# Exercise requirements
In the data below, find every line with the string "Stukely" and pull it out.

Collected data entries

• • • •

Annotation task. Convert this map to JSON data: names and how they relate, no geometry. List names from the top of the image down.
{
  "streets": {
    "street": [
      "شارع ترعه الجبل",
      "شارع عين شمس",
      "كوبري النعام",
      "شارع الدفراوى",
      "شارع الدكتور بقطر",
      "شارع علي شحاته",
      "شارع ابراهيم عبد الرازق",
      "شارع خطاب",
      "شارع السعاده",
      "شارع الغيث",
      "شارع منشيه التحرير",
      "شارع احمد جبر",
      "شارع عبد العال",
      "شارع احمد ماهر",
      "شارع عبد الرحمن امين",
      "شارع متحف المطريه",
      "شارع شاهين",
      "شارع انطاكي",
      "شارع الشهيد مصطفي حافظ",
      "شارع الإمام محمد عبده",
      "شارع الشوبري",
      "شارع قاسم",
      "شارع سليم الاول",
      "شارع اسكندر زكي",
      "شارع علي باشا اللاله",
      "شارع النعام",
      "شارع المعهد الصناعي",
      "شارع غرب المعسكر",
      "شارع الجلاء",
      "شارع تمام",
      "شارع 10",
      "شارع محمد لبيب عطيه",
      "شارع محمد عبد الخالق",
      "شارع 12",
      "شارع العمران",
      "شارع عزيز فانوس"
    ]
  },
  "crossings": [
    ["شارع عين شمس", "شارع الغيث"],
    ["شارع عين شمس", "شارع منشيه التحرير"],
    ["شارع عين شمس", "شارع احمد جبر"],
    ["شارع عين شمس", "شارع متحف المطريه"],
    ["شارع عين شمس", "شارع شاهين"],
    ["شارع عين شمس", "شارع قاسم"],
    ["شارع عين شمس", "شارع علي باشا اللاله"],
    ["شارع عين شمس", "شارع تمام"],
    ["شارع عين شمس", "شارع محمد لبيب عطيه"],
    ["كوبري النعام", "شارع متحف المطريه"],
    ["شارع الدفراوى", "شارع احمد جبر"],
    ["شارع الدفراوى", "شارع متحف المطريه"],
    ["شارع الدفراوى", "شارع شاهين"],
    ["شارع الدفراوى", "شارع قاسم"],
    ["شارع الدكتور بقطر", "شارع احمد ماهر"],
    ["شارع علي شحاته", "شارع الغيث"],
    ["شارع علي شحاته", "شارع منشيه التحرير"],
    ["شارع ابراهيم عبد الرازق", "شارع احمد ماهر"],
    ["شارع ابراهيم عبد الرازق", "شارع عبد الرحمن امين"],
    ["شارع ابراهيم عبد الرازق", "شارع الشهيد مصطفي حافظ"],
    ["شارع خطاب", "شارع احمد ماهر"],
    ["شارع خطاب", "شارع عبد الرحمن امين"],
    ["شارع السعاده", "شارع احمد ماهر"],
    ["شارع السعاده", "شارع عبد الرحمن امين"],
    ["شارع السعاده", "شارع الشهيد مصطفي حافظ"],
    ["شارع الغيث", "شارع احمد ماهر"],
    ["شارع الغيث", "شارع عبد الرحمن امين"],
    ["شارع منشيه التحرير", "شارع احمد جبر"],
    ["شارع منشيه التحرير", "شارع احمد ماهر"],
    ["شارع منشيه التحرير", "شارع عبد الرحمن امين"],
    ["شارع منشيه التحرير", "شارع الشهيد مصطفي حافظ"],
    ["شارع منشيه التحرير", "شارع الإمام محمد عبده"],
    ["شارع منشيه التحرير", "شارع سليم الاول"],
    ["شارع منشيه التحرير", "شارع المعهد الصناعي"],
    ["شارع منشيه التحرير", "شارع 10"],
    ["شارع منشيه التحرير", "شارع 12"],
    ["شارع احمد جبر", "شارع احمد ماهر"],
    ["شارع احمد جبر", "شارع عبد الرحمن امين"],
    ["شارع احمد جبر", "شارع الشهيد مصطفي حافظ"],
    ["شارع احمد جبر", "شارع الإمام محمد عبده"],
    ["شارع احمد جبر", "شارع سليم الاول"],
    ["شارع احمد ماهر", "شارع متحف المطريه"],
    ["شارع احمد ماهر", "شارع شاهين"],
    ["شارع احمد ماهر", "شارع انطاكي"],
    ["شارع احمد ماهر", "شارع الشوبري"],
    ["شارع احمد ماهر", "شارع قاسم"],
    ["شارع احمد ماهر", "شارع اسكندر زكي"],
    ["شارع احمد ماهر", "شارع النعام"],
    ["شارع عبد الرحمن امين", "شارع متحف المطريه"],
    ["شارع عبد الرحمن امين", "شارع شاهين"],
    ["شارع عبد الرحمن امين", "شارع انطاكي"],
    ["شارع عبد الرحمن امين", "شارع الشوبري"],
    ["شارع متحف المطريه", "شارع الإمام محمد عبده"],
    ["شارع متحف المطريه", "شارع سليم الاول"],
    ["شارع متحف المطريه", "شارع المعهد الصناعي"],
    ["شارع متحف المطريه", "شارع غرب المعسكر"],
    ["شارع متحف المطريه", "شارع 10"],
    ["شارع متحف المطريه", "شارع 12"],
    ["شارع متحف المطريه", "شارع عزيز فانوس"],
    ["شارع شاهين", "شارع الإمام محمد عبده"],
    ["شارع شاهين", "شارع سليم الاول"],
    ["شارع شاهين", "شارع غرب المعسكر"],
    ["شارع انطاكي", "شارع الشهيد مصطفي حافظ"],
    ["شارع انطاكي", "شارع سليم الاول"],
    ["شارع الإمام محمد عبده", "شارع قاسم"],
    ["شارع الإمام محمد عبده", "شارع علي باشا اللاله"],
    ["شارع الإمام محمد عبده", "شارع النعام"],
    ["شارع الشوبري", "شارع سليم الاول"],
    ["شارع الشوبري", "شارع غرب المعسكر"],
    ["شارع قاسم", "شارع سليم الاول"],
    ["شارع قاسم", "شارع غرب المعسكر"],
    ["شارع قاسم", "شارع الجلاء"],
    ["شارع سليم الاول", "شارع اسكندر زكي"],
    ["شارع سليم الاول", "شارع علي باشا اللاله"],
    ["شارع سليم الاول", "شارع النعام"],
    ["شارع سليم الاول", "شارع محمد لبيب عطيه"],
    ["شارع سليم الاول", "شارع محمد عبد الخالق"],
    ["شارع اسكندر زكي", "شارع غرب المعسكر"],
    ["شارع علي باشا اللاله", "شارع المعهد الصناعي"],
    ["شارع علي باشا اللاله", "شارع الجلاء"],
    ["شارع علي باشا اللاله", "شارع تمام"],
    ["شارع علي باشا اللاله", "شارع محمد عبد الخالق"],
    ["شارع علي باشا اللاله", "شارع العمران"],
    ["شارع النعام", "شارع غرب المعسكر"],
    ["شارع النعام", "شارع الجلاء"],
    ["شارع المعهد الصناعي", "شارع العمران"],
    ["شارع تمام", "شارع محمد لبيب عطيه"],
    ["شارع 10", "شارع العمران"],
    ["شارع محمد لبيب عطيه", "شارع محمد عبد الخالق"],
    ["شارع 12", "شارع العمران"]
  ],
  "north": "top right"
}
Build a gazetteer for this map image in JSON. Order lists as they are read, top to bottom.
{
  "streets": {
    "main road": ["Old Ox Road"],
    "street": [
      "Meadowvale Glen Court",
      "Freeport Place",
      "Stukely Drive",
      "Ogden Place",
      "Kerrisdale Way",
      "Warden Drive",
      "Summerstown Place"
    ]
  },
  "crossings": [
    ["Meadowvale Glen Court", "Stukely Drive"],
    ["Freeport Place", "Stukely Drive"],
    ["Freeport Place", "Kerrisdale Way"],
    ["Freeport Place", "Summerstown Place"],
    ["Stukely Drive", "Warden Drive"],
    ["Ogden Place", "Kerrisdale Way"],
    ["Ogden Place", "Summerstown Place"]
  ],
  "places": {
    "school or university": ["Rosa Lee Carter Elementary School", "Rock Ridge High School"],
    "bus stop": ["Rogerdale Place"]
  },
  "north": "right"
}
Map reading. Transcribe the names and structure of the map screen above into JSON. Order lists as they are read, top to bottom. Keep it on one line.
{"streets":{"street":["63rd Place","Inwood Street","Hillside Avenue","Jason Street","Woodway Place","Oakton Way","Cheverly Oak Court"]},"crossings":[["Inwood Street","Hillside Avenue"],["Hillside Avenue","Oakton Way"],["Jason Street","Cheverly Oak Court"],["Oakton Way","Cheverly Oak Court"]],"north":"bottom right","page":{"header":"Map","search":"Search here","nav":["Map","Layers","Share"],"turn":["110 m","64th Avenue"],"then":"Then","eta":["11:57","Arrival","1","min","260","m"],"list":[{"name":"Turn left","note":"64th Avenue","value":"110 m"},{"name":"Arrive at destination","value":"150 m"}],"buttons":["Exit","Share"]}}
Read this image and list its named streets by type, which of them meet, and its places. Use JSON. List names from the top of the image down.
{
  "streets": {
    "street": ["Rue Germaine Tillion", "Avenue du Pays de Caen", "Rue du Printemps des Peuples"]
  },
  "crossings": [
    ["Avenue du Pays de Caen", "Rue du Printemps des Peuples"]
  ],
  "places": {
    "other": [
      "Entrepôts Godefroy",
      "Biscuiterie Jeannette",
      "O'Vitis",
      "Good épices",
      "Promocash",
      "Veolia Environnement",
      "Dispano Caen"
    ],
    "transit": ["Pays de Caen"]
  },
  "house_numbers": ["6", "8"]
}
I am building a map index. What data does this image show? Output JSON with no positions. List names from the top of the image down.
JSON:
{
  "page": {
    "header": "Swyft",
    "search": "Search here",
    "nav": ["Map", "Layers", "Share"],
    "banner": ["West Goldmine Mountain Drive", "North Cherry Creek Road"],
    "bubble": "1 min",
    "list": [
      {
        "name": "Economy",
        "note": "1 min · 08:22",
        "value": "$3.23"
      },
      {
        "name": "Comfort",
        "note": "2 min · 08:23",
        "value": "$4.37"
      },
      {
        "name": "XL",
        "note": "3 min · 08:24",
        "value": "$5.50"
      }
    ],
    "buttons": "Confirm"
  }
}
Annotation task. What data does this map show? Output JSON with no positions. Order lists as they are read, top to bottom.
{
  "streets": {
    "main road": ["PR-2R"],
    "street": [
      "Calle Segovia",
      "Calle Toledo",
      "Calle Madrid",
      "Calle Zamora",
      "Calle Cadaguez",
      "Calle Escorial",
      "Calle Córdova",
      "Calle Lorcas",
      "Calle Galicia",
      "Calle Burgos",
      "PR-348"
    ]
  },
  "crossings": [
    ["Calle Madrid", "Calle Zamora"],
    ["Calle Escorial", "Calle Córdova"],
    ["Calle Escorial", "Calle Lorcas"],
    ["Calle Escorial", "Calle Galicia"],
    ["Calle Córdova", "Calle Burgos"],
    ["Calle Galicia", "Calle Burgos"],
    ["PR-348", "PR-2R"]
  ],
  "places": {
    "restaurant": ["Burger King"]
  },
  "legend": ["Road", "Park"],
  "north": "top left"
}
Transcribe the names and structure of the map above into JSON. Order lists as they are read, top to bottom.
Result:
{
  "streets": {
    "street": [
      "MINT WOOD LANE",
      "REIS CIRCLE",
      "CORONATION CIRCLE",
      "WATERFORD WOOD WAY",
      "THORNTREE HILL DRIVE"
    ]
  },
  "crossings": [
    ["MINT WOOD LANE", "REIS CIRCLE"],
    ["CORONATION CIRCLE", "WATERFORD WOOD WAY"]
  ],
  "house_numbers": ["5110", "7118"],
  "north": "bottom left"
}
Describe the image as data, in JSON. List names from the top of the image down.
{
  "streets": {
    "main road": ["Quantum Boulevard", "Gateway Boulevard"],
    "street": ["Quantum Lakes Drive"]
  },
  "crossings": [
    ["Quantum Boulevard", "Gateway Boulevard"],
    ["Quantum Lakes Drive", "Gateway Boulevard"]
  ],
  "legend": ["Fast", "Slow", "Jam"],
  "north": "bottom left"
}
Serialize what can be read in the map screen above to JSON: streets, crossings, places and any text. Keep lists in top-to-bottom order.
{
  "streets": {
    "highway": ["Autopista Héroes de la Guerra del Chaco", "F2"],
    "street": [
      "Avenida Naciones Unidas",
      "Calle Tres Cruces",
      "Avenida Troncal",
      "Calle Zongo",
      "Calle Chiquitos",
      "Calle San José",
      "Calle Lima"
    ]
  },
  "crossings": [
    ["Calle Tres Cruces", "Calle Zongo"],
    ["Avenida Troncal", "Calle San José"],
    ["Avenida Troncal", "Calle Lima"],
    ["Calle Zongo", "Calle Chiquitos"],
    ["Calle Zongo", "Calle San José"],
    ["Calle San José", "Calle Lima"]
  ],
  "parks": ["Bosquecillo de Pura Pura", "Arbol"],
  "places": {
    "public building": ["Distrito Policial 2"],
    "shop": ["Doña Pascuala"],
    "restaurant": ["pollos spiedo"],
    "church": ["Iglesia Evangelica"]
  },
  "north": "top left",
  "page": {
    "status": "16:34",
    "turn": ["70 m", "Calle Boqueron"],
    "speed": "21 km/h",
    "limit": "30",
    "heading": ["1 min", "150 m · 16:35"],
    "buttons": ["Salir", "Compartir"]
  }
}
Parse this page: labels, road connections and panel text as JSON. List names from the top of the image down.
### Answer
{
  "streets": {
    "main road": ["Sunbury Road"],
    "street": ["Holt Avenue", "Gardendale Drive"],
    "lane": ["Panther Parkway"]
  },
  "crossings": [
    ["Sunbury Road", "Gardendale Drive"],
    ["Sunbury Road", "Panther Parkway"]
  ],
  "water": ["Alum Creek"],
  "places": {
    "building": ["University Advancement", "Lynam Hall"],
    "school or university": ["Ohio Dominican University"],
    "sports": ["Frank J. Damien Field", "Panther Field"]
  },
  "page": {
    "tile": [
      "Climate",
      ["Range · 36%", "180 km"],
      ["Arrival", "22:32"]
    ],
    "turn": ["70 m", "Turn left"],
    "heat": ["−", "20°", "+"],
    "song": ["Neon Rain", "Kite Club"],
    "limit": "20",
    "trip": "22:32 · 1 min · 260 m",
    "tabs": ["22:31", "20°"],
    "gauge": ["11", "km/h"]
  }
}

• • • •

# Task response
      "Stukely Drive",
    ["Meadowvale Glen Court", "Stukely Drive"],
    ["Freeport Place", "Stukely Drive"],
    ["Stukely Drive", "Warden Drive"],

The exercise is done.